■ **SUPPLIED DATA**:
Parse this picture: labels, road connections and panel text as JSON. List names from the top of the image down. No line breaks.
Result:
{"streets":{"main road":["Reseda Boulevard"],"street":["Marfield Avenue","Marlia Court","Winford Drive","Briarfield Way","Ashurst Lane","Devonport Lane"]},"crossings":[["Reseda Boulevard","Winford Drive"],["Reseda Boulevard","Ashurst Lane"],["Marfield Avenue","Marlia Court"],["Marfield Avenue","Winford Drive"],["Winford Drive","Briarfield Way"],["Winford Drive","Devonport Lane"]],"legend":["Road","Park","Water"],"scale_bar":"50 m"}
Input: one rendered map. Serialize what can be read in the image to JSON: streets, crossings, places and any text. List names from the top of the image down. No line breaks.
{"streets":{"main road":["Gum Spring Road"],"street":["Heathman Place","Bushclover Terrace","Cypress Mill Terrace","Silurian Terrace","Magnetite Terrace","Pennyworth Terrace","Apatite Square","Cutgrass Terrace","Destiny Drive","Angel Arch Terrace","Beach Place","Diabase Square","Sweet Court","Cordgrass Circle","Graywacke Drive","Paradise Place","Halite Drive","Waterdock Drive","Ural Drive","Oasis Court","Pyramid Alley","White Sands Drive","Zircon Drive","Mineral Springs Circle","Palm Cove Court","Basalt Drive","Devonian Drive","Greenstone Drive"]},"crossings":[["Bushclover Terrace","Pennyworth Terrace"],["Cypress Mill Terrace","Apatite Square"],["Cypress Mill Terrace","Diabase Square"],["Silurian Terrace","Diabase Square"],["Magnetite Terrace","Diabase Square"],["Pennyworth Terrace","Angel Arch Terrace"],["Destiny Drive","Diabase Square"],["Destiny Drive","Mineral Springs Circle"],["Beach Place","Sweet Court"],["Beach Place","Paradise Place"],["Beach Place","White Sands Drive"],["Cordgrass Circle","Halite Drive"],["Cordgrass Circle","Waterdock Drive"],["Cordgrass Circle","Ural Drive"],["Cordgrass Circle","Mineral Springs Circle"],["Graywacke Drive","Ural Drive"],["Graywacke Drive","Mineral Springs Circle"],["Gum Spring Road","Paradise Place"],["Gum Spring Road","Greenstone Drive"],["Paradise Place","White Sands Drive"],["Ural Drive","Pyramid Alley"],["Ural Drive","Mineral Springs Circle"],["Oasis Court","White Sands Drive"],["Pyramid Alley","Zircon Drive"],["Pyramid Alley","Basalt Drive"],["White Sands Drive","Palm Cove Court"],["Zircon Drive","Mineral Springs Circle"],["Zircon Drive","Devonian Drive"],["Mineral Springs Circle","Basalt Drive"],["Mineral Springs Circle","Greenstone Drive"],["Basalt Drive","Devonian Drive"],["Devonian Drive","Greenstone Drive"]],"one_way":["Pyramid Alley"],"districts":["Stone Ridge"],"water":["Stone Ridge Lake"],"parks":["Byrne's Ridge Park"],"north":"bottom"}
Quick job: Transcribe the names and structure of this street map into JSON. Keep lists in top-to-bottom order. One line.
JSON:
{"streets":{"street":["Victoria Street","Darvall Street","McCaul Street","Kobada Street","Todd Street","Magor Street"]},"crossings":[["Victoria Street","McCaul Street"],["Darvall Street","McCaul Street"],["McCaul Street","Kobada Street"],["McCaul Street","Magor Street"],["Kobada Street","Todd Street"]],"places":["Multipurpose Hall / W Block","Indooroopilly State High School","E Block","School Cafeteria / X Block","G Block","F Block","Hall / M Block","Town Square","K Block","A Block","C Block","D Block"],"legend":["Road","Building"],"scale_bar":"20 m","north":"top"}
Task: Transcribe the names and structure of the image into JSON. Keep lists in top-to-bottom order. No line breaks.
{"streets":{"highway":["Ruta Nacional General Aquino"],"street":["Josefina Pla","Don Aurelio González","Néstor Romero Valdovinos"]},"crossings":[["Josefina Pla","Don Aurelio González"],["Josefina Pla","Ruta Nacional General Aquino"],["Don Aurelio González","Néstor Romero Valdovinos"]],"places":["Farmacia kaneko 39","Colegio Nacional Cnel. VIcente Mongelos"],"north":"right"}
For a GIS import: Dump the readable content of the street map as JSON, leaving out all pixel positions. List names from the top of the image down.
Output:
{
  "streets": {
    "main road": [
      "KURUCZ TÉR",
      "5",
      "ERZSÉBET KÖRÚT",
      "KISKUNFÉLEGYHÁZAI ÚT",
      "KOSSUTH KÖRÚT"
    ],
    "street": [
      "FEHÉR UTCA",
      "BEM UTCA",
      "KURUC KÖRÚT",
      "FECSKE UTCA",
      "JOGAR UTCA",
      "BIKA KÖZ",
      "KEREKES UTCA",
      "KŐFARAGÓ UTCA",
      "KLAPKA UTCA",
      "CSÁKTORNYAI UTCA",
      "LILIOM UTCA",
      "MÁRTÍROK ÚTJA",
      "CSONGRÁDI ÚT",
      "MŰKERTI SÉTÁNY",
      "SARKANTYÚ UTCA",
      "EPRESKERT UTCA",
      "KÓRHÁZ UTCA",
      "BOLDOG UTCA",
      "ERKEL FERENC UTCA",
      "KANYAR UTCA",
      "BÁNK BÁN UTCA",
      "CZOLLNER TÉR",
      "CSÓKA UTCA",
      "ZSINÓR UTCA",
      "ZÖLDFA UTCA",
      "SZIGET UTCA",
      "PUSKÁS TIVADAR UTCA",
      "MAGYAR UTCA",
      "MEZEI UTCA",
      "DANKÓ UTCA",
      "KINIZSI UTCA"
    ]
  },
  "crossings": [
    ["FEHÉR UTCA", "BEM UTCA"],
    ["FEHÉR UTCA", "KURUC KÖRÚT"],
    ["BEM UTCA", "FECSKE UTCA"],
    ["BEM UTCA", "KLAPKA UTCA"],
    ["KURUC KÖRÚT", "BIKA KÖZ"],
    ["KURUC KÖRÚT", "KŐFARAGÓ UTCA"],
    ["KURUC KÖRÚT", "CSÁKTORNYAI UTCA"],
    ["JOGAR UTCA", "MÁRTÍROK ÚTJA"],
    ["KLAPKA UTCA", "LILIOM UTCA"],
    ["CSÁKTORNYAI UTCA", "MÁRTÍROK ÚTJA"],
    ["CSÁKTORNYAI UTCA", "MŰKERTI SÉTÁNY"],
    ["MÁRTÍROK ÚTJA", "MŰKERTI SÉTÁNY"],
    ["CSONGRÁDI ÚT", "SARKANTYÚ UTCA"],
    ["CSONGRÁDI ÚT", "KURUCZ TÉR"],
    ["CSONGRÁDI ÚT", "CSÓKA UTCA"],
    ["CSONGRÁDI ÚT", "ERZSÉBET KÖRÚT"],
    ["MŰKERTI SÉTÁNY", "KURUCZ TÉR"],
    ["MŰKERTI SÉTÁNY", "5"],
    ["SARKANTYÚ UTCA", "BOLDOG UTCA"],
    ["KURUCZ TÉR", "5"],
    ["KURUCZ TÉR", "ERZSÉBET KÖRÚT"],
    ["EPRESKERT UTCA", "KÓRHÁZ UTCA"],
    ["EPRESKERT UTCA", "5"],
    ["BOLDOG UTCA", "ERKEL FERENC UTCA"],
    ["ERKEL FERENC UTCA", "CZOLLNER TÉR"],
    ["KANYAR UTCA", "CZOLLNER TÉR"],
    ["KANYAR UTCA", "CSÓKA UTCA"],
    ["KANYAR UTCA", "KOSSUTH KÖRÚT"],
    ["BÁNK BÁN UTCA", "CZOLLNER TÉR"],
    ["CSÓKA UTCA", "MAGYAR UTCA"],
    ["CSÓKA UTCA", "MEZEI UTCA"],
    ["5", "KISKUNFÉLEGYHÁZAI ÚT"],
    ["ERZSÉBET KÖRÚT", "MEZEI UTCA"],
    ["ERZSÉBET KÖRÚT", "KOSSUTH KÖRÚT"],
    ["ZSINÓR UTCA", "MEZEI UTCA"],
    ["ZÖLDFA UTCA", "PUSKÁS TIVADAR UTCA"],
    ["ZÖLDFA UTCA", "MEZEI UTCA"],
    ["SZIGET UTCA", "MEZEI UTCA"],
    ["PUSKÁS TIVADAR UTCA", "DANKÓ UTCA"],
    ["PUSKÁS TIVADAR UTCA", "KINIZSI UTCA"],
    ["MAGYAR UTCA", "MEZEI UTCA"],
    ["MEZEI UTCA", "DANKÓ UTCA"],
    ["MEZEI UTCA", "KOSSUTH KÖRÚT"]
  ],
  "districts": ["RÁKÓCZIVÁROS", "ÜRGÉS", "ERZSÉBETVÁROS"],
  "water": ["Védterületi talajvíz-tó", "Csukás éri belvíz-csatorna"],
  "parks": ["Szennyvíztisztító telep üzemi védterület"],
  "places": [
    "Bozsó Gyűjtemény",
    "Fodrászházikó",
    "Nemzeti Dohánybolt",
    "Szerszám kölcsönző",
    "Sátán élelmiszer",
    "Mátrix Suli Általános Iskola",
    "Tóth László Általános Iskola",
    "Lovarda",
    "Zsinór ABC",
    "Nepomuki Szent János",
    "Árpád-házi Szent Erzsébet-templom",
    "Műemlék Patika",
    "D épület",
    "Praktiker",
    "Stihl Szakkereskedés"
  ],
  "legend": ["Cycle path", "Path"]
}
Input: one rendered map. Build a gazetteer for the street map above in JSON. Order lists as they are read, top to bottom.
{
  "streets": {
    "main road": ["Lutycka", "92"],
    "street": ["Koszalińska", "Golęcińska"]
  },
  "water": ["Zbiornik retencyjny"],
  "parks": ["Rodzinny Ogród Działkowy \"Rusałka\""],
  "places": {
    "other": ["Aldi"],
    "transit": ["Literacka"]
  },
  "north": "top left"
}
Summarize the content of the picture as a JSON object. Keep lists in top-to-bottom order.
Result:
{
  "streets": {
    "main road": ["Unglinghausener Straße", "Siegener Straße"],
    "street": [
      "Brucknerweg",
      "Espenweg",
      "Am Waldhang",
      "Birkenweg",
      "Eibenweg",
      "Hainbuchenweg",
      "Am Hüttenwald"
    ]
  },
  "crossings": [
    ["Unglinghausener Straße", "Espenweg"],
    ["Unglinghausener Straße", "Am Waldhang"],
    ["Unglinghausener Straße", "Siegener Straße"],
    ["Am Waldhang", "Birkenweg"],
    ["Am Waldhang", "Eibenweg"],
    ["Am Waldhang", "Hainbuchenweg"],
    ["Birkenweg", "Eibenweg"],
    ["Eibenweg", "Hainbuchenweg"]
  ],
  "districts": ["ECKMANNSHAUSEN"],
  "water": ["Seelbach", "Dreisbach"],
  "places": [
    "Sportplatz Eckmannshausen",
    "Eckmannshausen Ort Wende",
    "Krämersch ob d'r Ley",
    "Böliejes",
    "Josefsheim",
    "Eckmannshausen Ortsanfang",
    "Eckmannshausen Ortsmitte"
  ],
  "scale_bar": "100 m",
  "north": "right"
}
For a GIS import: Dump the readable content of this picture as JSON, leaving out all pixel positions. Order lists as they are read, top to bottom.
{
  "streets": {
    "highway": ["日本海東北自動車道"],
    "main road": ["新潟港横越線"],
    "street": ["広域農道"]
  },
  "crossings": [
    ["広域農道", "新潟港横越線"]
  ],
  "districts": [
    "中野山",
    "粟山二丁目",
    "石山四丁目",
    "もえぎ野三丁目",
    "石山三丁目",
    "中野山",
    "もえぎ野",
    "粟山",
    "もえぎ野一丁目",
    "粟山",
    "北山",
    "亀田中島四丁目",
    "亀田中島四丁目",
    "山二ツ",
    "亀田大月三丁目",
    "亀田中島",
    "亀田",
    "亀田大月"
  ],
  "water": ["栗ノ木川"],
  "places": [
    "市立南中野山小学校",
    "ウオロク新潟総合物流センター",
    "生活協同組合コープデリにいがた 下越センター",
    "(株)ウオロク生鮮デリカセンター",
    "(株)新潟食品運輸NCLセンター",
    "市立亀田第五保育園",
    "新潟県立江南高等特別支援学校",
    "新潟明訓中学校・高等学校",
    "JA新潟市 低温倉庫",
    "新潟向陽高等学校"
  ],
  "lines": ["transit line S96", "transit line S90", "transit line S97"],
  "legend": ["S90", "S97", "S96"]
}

■ **PROBLEM STATEMENT**:
Go through the listing above and copy each line that contains "Eibenweg".

■ **ANSWER SPACE**:
      "Eibenweg",
    ["Am Waldhang", "Eibenweg"],
    ["Birkenweg", "Eibenweg"],
    ["Eibenweg", "Hainbuchenweg"]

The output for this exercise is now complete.